By contrast, the song “Naima” from his 1960 Atlantic Records debut Giant Steps — arguably Coltrane’s first great love song — captures a much more difficult time in his life and the love that emanated from it; a sort of love that’s sad, delicate, fraught with trouble, but no less profound.
The song is a dedication to Juanita Naima Grubbs, Coltrane’s first wife, who he met in 1953 through his friend and later bandmate Steve Davis. It was a frantic time in Coltrane’s life; he was living in Philadelphia, picking up gigs as a sax-player-for-hire with local R&B bands playing neighborhood bars, all the while studying jazz theory with guitarist Dennis Sandole. He was also drinking heavily and using heroin, two habits that had previously cost him gigs in touring combos with band leaders like Dizzy Gillespie and Johnny Hodges; these habits amplified in 1955 when he joined the Miles Davis Quintet and was furiously darting back and forth between New York City and Philly to balance his work, and his life with Naima, who he had married in 1955.
In 1957, Coltrane reached a crossroads where he had to choose between the pleasure of his vices and the calling of his musical ambitions, since it had become evident that they could not coexist; after Davis’ revered quintet parted ways, in part due to Coltrane’s addictions, he resolved to get clean. As jazz historian Eric Nisenson wrote in The Making of Kind of Blue:
Coltrane went home to Philadelphia and — like Miles himself at an earlier point — made the decision to clean himself up, and to do it on his own. At his mother’s house, he lay down in a bedroom and instructed his wife Naima to bring him only water while he went through the agony of kicking both heroin and alcohol.
His resolve at the end of the experience was a dedication to clean and compassionate living: “you can improve as a player by improving as a person” to quote another historian, Lewis Porter. And he obviously felt tremendously so indebted to Naima for saving his life that his love for her was enshrined in song via this composition, written in 1959 and recorded the following year for Giant Steps, a point at which the Coltrane family was now fully living in New York.
From the opening C note, softly bending over an airy expanse, it’s clear “Naima” is not a celebration of jolly romantic sentiment. It is sad and somber; the breathless feeling of Coltrane’s phrasing no doubt echoes the exhaustion he must have felt waking up in a Philadelphia bedroom, covered in sweat, exhausted at the end of a traumatic race for his life. It also echoes the exhaustion the title character must have felt as she cared for and cleaned up her companion; a person who put emotional stress and strain on her life, but somebody who she nevertheless loved deeply and chose to be with.

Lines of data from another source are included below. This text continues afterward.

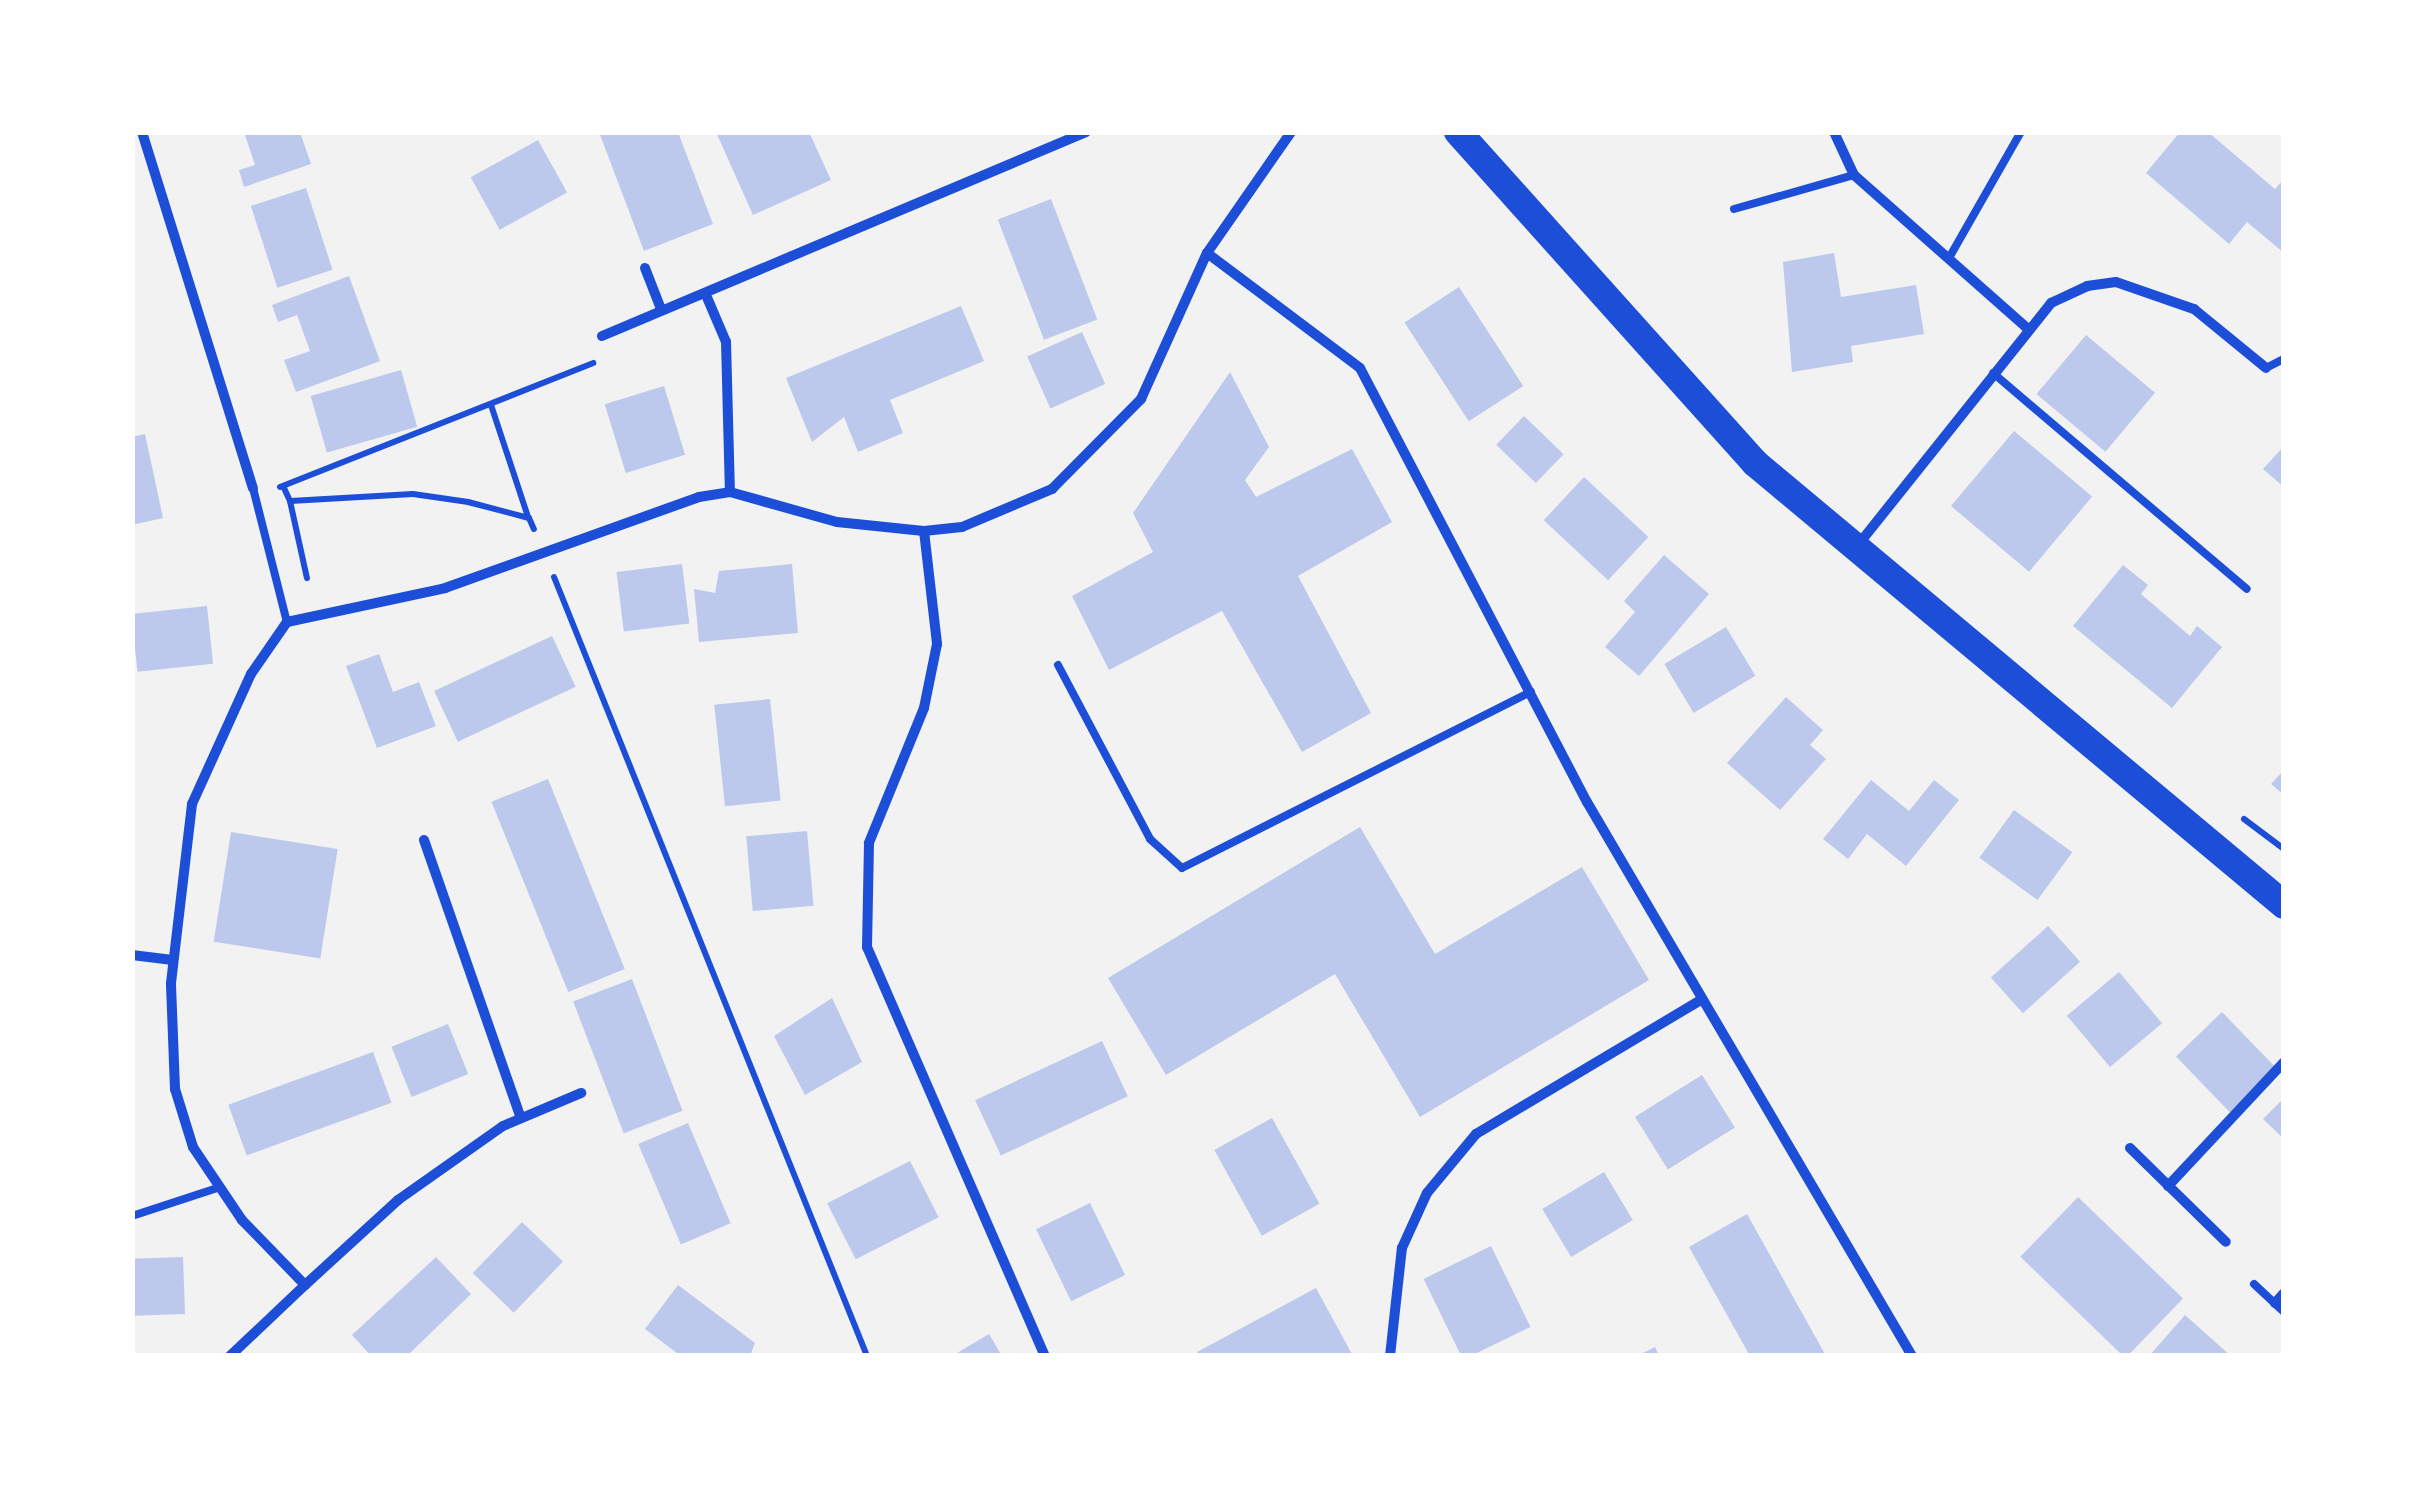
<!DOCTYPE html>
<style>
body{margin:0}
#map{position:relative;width:2416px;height:1488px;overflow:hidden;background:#f2f2f2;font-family:Lato,sans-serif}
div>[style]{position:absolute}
.building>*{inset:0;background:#bdc9ec;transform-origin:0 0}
.path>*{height:6px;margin:-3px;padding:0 3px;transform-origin:3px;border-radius:3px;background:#1d4ed8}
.service>*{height:8px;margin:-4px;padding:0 4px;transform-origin:4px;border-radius:4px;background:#1d4ed8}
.minor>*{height:10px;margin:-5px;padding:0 5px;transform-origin:5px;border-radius:5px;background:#1d4ed8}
.trunk>*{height:28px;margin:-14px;padding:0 14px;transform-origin:14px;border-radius:14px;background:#1d4ed8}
span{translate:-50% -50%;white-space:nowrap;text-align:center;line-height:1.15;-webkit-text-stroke:8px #fff;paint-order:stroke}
.frame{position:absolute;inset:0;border:135px solid #fff;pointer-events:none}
</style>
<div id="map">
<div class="building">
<div style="clip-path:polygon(244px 132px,300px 132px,311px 164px,244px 187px,239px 170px,255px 165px)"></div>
<div style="clip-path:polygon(599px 132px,678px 132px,713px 224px,644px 251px)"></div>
<div style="clip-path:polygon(716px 132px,809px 132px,831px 180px,753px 215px)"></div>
<div style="clip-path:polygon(2180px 132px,2208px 132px,2275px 189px,2284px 179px,2284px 253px,2247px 222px,2229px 244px,2146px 173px)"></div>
<div style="left:538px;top:140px;width:60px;height:77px;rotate:61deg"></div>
<div style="left:306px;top:188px;width:86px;height:58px;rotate:72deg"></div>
<div style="left:1051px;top:199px;width:129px;height:57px;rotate:69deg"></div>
<div style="clip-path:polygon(1834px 253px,1841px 297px,1916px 285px,1924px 334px,1851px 346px,1853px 362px,1792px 372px,1783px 262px)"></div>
<div style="clip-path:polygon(349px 276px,380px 361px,296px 392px,284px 360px,310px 351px,297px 315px,278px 322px,272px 305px)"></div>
<div style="left:1459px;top:287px;width:118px;height:65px;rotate:57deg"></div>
<div style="clip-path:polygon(961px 306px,984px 361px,890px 400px,903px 433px,858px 452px,844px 417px,812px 442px,786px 378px)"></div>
<div style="left:1082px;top:332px;width:57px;height:60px;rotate:66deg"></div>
<div style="left:2086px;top:335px;width:90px;height:77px;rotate:40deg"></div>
<div style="left:401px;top:370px;width:59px;height:94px;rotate:74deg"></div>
<div style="clip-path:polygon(1230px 372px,1269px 447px,1245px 480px,1256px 497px,1352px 449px,1392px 522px,1298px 576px,1371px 713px,1302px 752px,1222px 611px,1109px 670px,1072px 596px,1153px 552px,1133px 513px)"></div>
<div style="left:664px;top:386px;width:72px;height:62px;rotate:73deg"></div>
<div style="left:1524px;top:416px;width:55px;height:40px;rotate:44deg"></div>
<div style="left:2014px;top:431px;width:102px;height:98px;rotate:40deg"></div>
<div style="clip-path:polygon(145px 434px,163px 518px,132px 525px,132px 437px)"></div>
<div style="clip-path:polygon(2284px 446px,2284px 487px,2263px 469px)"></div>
<div style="left:1584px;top:477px;width:88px;height:59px;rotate:43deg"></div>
<div style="clip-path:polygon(1664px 555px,1709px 594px,1639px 676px,1605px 647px,1635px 612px,1624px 601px)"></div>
<div style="left:682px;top:564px;width:60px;height:66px;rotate:83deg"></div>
<div style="clip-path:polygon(792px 564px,798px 633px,699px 642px,694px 589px,715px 593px,719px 571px)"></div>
<div style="clip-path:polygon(2123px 565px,2148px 585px,2141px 594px,2190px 636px,2197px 626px,2222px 647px,2172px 708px,2073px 626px)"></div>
<div style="left:207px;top:606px;width:58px;height:76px;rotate:84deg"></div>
<div style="left:1726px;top:627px;width:57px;height:72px;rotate:59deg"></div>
<div style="left:552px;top:636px;width:56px;height:130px;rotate:65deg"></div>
<div style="clip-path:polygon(379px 654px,393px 692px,419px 682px,436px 726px,377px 748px,346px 666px)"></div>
<div style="clip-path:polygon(1786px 697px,1823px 730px,1810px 745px,1826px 759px,1780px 810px,1727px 763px)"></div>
<div style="left:770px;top:699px;width:102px;height:56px;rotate:84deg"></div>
<div style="clip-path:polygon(2284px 770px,2284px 795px,2271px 784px)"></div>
<div style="left:548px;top:779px;width:205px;height:61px;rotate:68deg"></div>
<div style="clip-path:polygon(1871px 780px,1909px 811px,1934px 780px,1959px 800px,1906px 866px,1867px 834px,1848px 859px,1823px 839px)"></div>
<div style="left:2014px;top:810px;width:72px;height:59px;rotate:36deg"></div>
<div style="clip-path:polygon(1360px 827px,1435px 954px,1582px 867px,1649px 980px,1420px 1117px,1335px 974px,1166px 1075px,1108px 978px)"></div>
<div style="left:807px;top:831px;width:75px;height:61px;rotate:85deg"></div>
<div style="left:231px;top:832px;width:108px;height:111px;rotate:9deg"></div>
<div style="left:2048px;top:926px;width:48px;height:77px;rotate:48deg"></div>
<div style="left:2119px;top:972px;width:67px;height:68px;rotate:50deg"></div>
<div style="left:632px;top:979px;width:141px;height:63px;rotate:69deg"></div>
<div style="clip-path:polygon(832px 998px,862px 1062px,805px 1095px,774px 1036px)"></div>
<div style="left:2222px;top:1012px;width:78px;height:64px;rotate:46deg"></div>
<div style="left:448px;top:1024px;width:54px;height:61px;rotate:68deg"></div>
<div style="left:1102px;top:1041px;width:61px;height:140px;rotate:65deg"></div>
<div style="left:373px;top:1052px;width:54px;height:154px;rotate:70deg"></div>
<div style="left:1702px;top:1075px;width:62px;height:79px;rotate:58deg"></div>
<div style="clip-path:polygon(2284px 1098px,2284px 1139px,2263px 1119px)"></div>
<div style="left:1272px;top:1118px;width:98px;height:66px;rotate:61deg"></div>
<div style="left:688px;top:1123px;width:109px;height:54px;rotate:67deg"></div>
<div style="left:910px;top:1161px;width:63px;height:93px;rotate:63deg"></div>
<div style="left:1604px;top:1172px;width:56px;height:72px;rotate:59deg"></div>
<div style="left:2078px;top:1197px;width:146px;height:83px;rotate:44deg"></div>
<div style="left:1090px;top:1203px;width:80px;height:60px;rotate:64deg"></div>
<div style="clip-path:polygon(1747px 1214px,1826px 1356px,1750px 1356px,1689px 1247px)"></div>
<div style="left:522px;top:1222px;width:57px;height:71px;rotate:44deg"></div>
<div style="left:1491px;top:1246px;width:90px;height:75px;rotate:64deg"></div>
<div style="left:183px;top:1257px;width:57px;height:51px;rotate:88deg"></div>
<div style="clip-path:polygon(436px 1257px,471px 1294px,407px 1356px,371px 1356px,352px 1335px)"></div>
<div style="clip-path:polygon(678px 1285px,755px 1343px,750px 1356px,681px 1356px,645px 1329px)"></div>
<div style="clip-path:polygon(1316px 1288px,1353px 1356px,1199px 1356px,1197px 1352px)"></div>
<div style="clip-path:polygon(2185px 1315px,2231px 1356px,2149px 1356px)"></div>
<div style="clip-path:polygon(989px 1334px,1002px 1356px,952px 1356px)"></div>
<div style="clip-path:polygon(1655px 1347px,1659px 1356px,1637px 1356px)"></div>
</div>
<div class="path">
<div style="left:491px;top:405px;width:118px;rotate:71.7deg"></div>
<div style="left:280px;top:487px;width:337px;rotate:-21.6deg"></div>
<div style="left:284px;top:488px;width:14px;rotate:65deg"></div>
<div style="left:290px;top:501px;width:123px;rotate:-3.3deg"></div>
<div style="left:413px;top:494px;width:56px;rotate:8.3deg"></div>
<div style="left:468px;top:502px;width:63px;rotate:14.7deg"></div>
<div style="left:529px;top:518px;width:12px;rotate:66deg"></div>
<div style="left:290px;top:501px;width:79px;rotate:77.6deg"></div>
<div style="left:554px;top:577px;width:840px;rotate:68.11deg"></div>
<div style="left:2244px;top:819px;width:50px;rotate:36.9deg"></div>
</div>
<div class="service">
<div style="left:1734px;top:209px;width:125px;rotate:-15.8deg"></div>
<div style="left:1949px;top:258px;width:145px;rotate:-60.3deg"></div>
<div style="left:2266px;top:368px;width:20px;rotate:-27deg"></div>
<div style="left:1993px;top:373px;width:333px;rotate:40.4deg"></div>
<div style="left:253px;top:488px;width:138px;rotate:75.8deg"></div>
<div style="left:1058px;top:665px;width:197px;rotate:62.1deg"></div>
<div style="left:1150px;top:839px;width:43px;rotate:42.2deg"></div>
<div style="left:1182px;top:868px;width:391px;rotate:-26.8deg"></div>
<div style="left:132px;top:1216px;width:93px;rotate:-18.2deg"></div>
<div style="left:2254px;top:1284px;width:41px;rotate:43deg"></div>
</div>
<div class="minor">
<div style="left:142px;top:132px;width:373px;rotate:72.7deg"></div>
<div style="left:1834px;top:132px;width:47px;rotate:65.1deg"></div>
<div style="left:1854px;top:175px;width:234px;rotate:41.5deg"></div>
<div style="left:1207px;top:253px;width:191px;rotate:36.9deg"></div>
<div style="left:1360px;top:368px;width:490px;rotate:62.4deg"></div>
<div style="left:1587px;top:802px;width:642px;rotate:59.6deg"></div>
<div style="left:645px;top:268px;width:44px;rotate:68.7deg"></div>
<div style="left:706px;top:295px;width:51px;rotate:66.9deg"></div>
<div style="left:726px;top:342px;width:150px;rotate:88.5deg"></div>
<div style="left:602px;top:336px;width:525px;rotate:-22.85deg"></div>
<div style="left:924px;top:531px;width:114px;rotate:83.4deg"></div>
<div style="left:937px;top:644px;width:65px;rotate:101.5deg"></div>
<div style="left:924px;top:708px;width:146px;rotate:112.2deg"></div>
<div style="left:869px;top:843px;width:104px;rotate:91.1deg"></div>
<div style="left:867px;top:947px;width:446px;rotate:66.5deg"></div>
<div style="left:1858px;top:545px;width:310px;rotate:-51.4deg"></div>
<div style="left:2051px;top:303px;width:40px;rotate:-25deg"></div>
<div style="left:2087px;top:286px;width:29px;rotate:-8deg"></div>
<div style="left:2116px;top:282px;width:83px;rotate:19.1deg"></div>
<div style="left:2194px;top:309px;width:93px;rotate:39.3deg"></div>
<div style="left:424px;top:840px;width:294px;rotate:70.8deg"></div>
<div style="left:132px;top:955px;width:41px;rotate:7deg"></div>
<div style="left:2130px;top:1148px;width:134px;rotate:44.4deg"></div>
<div style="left:2168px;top:1186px;width:170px;rotate:-46.9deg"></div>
<div style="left:305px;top:1285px;width:126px;rotate:-42.4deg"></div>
<div style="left:398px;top:1200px;width:128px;rotate:-35.2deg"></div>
<div style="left:503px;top:1126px;width:85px;rotate:-22.9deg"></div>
<div style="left:2275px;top:1303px;width:13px;rotate:-48deg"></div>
<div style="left:230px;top:1356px;width:103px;rotate:-43.4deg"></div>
<div style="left:305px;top:1285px;width:91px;rotate:-134.1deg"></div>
<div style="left:242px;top:1220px;width:88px;rotate:-123.9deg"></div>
<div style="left:193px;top:1147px;width:61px;rotate:-107.2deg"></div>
<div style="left:175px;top:1089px;width:106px;rotate:-92.2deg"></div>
<div style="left:171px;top:983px;width:180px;rotate:-83.3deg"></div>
<div style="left:192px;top:804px;width:143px;rotate:-65.6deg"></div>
<div style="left:251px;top:674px;width:63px;rotate:-55.3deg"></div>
<div style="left:287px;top:622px;width:162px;rotate:-12.1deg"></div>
<div style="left:445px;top:588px;width:270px;rotate:-19.7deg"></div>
<div style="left:699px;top:497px;width:31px;rotate:-9deg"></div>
<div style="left:730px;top:492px;width:111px;rotate:15.7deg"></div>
<div style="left:837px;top:522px;width:87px;rotate:5.9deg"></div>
<div style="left:924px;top:531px;width:38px;rotate:-6deg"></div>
<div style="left:962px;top:527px;width:98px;rotate:-22.9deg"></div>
<div style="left:1052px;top:489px;width:127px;rotate:-45.3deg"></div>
<div style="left:1141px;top:399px;width:160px;rotate:-65.7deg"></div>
<div style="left:1207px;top:253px;width:147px;rotate:-55.2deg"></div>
<div style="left:1390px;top:1356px;width:109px;rotate:-83.7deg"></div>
<div style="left:1402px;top:1248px;width:60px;rotate:-65.6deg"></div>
<div style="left:1427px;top:1193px;width:77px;rotate:-50.3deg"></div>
<div style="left:1476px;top:1134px;width:260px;rotate:-30.8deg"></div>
</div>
<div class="trunk">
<div style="left:1458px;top:132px;width:445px;rotate:48.1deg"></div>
<div style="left:1755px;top:463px;width:689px;rotate:39.88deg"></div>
</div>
<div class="frame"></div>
</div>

In the wistful notes of this four and a half minute song, punctuated by the understated bass playing of Paul Chambers and a gentle piano solo from Tommy Flanagan, you feel the tenderness of a warm embrace between two people who have been through hell together, who are unsure if their stories will continue to move in parallel, but who nonetheless share a deep devotion to one another and know that, for the moment anyway — that one, disheveled, melancholy moment — the best thing they can do is try to be their best selves for one another.
Even though Coltrane and Naima’s story did not end happily, his tribute to her endures. Between its initial release on Giant Steps and his death in 1967, the saxophonist re-recorded it a dozen times, and in the ensuing sixty years, it has become a jazz standard, with cover versions recorded by some 34 artists from Art Ensemble of Chicago and Herbie Hancock to Victor Wooten and George Benson, and is in the repertoire of countless other players. These versions can bring their own personal emotions and baggage, or lack thereof, to the melody, and that’s fine; but for Coltrane, and the original “Naima,” it will always be a snapshot of those difficult months in Philadelphia in the spring of 1956, where he was ultimately saved by love.